Data entries
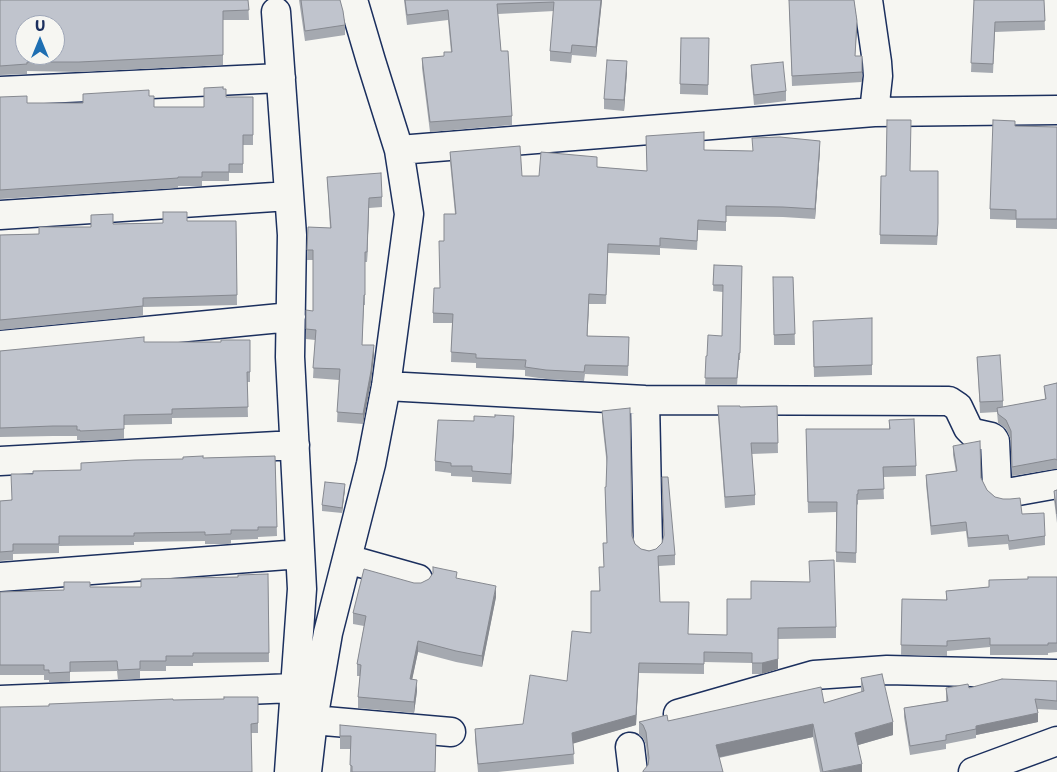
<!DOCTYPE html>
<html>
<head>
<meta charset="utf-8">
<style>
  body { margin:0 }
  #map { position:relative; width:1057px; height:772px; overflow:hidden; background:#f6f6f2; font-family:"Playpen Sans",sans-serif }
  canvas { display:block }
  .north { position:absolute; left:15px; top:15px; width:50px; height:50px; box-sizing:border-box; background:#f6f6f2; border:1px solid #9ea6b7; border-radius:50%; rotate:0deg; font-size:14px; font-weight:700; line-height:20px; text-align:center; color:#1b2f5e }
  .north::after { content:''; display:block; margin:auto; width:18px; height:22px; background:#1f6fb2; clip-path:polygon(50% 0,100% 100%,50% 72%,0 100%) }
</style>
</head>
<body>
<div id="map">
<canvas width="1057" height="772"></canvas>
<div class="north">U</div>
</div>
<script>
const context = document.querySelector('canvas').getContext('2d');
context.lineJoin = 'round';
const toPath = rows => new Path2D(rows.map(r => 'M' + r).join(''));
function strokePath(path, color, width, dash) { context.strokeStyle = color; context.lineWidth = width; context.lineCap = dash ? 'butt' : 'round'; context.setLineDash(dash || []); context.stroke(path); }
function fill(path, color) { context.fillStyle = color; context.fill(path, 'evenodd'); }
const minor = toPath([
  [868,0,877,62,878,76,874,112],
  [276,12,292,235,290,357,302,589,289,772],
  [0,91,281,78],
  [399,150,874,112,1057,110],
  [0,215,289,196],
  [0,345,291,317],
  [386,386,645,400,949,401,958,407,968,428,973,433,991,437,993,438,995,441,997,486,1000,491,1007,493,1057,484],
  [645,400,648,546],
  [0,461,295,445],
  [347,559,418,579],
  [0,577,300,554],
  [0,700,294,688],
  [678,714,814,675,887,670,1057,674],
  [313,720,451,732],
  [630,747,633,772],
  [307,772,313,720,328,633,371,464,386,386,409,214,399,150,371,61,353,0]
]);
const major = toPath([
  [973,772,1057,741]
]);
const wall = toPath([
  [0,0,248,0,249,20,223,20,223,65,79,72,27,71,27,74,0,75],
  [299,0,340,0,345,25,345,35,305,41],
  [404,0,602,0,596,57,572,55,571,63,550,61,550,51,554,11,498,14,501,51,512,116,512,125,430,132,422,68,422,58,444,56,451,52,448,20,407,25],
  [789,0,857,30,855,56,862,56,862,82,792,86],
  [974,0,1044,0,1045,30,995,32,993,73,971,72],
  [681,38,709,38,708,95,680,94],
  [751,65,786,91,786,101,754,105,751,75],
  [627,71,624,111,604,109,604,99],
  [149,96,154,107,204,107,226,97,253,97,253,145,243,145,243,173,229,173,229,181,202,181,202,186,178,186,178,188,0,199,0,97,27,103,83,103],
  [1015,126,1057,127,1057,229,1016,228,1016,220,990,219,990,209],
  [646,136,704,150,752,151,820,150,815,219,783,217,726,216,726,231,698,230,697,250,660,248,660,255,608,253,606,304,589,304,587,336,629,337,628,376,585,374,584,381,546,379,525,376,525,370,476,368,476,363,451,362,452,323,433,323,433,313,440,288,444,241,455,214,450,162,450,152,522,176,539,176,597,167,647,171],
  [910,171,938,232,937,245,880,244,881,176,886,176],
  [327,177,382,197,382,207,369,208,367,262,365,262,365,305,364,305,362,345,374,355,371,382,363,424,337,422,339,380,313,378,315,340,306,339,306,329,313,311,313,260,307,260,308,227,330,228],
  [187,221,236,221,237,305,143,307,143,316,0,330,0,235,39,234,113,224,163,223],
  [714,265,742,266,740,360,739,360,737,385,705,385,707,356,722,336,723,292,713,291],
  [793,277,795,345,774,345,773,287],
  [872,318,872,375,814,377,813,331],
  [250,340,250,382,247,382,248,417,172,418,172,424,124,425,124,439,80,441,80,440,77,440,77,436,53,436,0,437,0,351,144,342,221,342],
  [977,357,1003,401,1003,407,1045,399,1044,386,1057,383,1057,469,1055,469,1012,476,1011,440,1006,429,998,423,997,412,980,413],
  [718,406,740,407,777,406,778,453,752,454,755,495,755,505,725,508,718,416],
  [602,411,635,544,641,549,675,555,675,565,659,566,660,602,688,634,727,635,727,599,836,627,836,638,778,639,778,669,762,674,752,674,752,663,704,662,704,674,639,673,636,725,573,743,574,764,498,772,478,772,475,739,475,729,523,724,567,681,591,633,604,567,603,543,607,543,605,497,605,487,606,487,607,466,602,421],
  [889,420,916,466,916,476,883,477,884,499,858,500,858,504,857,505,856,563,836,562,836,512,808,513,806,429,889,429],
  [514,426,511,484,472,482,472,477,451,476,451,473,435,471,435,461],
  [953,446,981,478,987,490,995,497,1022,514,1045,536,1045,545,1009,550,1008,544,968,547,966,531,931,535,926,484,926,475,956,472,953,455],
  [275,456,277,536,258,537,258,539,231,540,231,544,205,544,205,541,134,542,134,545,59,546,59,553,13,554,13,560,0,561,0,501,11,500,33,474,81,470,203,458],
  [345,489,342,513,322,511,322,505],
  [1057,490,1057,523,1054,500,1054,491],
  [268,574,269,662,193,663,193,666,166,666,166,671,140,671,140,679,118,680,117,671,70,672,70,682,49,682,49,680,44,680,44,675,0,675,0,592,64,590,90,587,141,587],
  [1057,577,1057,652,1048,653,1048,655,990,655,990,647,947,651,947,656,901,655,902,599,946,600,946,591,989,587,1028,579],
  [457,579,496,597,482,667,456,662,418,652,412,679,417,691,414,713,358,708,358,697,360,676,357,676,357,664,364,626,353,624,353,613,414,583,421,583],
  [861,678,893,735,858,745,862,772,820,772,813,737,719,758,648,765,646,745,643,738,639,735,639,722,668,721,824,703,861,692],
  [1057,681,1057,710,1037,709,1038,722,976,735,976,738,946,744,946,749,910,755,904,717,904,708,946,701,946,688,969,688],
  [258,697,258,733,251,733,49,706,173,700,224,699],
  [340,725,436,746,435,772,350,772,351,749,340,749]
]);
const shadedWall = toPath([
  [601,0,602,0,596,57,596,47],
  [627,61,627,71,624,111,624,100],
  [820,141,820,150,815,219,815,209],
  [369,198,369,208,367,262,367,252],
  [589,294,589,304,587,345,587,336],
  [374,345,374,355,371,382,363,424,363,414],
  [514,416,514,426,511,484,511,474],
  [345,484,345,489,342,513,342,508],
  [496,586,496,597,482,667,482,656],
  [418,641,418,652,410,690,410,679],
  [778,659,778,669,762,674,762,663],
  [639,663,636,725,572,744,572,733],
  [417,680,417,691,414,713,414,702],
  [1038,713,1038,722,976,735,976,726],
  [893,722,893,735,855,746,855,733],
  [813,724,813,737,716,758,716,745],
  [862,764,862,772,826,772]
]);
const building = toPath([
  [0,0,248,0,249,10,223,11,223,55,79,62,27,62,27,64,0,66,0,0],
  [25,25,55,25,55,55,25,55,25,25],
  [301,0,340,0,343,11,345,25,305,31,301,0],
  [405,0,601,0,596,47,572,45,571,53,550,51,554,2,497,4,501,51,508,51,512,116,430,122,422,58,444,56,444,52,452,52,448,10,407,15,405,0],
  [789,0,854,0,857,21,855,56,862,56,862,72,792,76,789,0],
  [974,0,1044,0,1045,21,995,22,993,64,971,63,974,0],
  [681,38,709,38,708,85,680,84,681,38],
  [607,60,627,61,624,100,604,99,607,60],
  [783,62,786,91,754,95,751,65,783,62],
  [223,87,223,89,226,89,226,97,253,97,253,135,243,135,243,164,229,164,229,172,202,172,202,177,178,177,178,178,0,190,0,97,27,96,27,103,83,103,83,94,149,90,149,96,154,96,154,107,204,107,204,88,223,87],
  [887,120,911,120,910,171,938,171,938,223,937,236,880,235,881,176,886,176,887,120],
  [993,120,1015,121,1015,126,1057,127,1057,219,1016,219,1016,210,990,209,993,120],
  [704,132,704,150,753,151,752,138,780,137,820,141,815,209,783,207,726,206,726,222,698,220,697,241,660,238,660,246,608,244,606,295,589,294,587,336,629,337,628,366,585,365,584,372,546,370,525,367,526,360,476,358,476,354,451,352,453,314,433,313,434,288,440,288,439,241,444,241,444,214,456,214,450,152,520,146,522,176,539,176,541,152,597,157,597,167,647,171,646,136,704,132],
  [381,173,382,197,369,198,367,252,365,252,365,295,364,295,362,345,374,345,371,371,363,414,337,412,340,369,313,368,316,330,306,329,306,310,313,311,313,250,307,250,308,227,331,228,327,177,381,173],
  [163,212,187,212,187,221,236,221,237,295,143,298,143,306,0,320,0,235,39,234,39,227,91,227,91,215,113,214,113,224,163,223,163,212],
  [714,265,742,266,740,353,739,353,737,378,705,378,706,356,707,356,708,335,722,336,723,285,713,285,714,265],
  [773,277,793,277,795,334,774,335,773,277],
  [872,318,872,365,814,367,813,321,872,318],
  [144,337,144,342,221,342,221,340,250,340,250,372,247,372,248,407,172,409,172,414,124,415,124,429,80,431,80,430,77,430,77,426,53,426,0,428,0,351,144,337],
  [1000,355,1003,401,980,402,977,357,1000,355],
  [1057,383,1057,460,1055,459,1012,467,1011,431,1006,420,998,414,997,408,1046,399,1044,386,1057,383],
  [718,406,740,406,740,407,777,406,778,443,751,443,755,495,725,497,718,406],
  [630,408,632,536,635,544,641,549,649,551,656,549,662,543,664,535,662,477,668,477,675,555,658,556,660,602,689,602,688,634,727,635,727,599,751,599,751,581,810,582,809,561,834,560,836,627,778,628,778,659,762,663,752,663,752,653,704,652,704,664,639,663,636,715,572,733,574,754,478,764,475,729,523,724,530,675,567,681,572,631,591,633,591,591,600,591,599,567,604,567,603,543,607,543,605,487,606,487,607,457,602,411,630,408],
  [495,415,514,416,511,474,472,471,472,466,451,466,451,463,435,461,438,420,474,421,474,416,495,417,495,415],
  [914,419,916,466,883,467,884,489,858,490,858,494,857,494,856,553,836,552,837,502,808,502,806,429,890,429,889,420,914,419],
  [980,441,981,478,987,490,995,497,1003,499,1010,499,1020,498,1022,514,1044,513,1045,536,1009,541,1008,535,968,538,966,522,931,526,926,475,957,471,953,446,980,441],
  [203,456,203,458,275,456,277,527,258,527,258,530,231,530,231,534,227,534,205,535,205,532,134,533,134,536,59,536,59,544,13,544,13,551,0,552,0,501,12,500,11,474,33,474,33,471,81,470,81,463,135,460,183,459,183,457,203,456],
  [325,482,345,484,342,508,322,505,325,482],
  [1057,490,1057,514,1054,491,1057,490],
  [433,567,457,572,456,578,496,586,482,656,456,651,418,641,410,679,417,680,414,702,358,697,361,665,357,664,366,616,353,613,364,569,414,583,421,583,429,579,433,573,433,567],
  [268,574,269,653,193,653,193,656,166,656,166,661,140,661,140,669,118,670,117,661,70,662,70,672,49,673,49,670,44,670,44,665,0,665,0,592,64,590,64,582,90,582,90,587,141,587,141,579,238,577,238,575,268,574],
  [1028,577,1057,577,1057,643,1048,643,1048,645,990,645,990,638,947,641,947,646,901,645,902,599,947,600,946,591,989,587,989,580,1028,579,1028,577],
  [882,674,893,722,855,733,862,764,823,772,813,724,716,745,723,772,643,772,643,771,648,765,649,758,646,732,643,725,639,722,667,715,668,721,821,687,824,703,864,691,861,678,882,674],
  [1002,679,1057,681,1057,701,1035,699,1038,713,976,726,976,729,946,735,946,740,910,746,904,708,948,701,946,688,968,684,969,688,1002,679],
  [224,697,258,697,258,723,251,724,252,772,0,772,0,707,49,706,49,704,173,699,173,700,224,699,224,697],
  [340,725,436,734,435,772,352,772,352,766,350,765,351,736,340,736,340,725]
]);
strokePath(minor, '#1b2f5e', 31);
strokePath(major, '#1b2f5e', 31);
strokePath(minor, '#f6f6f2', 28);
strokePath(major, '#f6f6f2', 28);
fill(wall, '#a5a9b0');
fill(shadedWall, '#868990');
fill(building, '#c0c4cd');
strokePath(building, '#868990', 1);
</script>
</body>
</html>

--

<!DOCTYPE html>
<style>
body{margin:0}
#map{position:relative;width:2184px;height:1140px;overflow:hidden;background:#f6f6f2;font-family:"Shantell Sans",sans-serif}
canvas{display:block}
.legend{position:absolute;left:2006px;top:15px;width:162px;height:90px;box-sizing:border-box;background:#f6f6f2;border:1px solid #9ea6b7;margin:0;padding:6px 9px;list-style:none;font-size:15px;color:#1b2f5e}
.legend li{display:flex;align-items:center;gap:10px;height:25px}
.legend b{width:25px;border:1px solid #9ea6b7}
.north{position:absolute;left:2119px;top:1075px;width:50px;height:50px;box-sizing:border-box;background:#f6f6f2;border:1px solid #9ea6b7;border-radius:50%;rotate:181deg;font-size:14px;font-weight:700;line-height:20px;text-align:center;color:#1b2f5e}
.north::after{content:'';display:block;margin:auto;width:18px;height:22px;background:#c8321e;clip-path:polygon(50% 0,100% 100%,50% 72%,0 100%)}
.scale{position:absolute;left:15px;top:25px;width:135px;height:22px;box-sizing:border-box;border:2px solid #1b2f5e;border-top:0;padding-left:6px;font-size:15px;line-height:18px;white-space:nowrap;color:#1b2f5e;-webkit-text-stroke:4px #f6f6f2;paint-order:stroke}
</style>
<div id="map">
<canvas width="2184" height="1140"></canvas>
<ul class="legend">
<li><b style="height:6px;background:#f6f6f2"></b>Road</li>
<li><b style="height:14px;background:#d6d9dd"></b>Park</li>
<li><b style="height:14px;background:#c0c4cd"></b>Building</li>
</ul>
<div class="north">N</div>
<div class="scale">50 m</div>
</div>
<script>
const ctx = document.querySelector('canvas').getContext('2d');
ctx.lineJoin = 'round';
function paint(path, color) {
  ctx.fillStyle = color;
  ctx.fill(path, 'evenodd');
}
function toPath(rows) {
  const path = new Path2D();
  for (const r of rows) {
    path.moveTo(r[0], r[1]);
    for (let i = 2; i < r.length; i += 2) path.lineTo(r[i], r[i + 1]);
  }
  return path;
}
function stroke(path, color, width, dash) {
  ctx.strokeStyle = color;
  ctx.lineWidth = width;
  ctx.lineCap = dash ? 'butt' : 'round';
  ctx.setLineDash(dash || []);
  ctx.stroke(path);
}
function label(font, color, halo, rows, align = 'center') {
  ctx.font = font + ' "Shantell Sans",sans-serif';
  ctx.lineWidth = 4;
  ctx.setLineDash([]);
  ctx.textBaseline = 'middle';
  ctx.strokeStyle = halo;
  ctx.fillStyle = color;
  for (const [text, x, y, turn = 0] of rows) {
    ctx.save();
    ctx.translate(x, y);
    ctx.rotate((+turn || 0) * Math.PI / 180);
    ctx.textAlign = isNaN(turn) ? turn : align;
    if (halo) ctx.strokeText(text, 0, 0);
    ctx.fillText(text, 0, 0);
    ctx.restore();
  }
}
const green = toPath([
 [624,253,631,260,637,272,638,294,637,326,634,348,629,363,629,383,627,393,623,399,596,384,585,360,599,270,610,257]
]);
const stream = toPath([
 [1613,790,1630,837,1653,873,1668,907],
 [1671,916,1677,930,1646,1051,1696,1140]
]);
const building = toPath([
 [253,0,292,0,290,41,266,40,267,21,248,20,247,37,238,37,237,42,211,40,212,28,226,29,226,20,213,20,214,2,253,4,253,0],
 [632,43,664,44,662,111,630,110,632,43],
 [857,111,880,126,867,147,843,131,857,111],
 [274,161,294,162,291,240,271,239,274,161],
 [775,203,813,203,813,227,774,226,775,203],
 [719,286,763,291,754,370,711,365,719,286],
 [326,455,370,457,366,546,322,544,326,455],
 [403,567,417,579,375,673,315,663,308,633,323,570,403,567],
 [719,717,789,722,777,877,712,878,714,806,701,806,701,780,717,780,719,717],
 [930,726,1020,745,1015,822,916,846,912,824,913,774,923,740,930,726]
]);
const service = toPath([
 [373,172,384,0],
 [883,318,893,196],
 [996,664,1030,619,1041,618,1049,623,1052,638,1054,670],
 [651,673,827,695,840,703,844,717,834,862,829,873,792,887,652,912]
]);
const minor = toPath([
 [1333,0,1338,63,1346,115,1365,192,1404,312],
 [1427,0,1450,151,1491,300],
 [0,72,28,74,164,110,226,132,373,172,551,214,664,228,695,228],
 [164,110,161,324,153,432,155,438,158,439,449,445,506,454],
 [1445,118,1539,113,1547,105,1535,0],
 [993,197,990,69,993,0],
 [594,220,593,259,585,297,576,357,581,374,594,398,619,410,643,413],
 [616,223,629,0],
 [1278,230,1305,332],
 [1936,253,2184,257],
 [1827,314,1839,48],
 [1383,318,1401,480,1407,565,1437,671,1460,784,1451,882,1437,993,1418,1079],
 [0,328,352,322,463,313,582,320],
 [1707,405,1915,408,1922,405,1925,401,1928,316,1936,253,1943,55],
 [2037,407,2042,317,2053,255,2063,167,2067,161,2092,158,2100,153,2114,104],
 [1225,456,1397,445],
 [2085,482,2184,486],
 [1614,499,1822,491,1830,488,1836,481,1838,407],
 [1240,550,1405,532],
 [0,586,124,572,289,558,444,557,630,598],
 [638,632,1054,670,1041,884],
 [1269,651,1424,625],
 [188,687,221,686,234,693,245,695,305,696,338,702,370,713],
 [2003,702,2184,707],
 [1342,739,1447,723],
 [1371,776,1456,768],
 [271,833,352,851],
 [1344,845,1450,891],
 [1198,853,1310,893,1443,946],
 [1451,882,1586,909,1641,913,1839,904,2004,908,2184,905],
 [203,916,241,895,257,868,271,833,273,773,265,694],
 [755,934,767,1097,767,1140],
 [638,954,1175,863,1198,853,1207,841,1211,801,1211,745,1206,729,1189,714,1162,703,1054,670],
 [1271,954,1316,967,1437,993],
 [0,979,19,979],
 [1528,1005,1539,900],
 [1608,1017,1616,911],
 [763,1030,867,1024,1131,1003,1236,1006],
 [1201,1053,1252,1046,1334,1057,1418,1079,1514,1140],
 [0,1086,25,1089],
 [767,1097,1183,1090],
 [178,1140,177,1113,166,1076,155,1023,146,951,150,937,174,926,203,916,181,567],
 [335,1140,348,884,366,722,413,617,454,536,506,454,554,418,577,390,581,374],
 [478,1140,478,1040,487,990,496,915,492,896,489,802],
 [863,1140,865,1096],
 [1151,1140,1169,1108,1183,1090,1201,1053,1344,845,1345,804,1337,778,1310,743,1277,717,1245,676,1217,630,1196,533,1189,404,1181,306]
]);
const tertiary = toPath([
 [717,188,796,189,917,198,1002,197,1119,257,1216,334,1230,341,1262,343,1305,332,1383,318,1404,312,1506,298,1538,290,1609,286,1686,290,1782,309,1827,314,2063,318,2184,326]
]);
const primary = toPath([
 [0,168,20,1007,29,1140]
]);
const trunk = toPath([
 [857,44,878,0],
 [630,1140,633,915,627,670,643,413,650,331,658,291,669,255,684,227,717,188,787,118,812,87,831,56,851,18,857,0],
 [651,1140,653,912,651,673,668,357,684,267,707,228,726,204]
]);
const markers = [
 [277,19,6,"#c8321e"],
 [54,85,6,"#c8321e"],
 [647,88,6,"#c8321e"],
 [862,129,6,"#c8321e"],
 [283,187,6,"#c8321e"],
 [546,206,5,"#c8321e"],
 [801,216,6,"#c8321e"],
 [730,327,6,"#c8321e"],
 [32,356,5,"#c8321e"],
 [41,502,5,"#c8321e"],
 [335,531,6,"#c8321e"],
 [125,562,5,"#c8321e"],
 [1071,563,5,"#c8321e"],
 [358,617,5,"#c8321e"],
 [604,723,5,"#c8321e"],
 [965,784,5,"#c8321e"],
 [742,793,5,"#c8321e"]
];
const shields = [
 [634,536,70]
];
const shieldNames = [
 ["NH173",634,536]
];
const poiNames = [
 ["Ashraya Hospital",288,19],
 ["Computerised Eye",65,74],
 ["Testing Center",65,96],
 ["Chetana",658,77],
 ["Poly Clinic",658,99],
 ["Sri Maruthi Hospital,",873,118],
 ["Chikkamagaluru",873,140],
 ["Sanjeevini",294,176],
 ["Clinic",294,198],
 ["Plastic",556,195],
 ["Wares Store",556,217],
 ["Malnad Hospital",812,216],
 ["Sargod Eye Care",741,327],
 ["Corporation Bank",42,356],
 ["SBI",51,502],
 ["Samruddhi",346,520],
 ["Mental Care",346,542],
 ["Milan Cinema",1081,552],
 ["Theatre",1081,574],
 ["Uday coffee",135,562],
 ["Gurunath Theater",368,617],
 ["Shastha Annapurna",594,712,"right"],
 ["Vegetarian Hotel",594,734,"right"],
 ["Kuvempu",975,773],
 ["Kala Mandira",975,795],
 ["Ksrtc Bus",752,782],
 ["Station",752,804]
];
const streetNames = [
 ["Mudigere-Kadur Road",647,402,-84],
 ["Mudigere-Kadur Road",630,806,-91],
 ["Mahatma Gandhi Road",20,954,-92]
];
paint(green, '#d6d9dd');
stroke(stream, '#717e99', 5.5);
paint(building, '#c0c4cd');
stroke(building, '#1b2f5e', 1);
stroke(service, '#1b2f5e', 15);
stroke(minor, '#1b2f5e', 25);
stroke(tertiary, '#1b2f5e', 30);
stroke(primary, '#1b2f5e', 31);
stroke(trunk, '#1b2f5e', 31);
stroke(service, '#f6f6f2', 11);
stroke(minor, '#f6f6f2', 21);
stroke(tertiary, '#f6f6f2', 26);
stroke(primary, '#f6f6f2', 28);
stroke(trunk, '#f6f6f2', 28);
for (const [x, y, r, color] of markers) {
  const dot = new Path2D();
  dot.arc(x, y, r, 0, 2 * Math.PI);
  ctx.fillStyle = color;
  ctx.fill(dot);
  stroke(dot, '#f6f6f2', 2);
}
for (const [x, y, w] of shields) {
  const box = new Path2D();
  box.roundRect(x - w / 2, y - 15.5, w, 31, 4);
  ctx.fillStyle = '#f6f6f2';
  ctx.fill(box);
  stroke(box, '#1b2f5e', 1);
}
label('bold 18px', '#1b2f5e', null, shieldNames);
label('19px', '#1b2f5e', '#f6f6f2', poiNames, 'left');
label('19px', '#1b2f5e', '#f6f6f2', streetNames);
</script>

Task to carry out: Across all the entries above, how many lines hold the word "halo"? Answer with the number only.

Exercise output: 3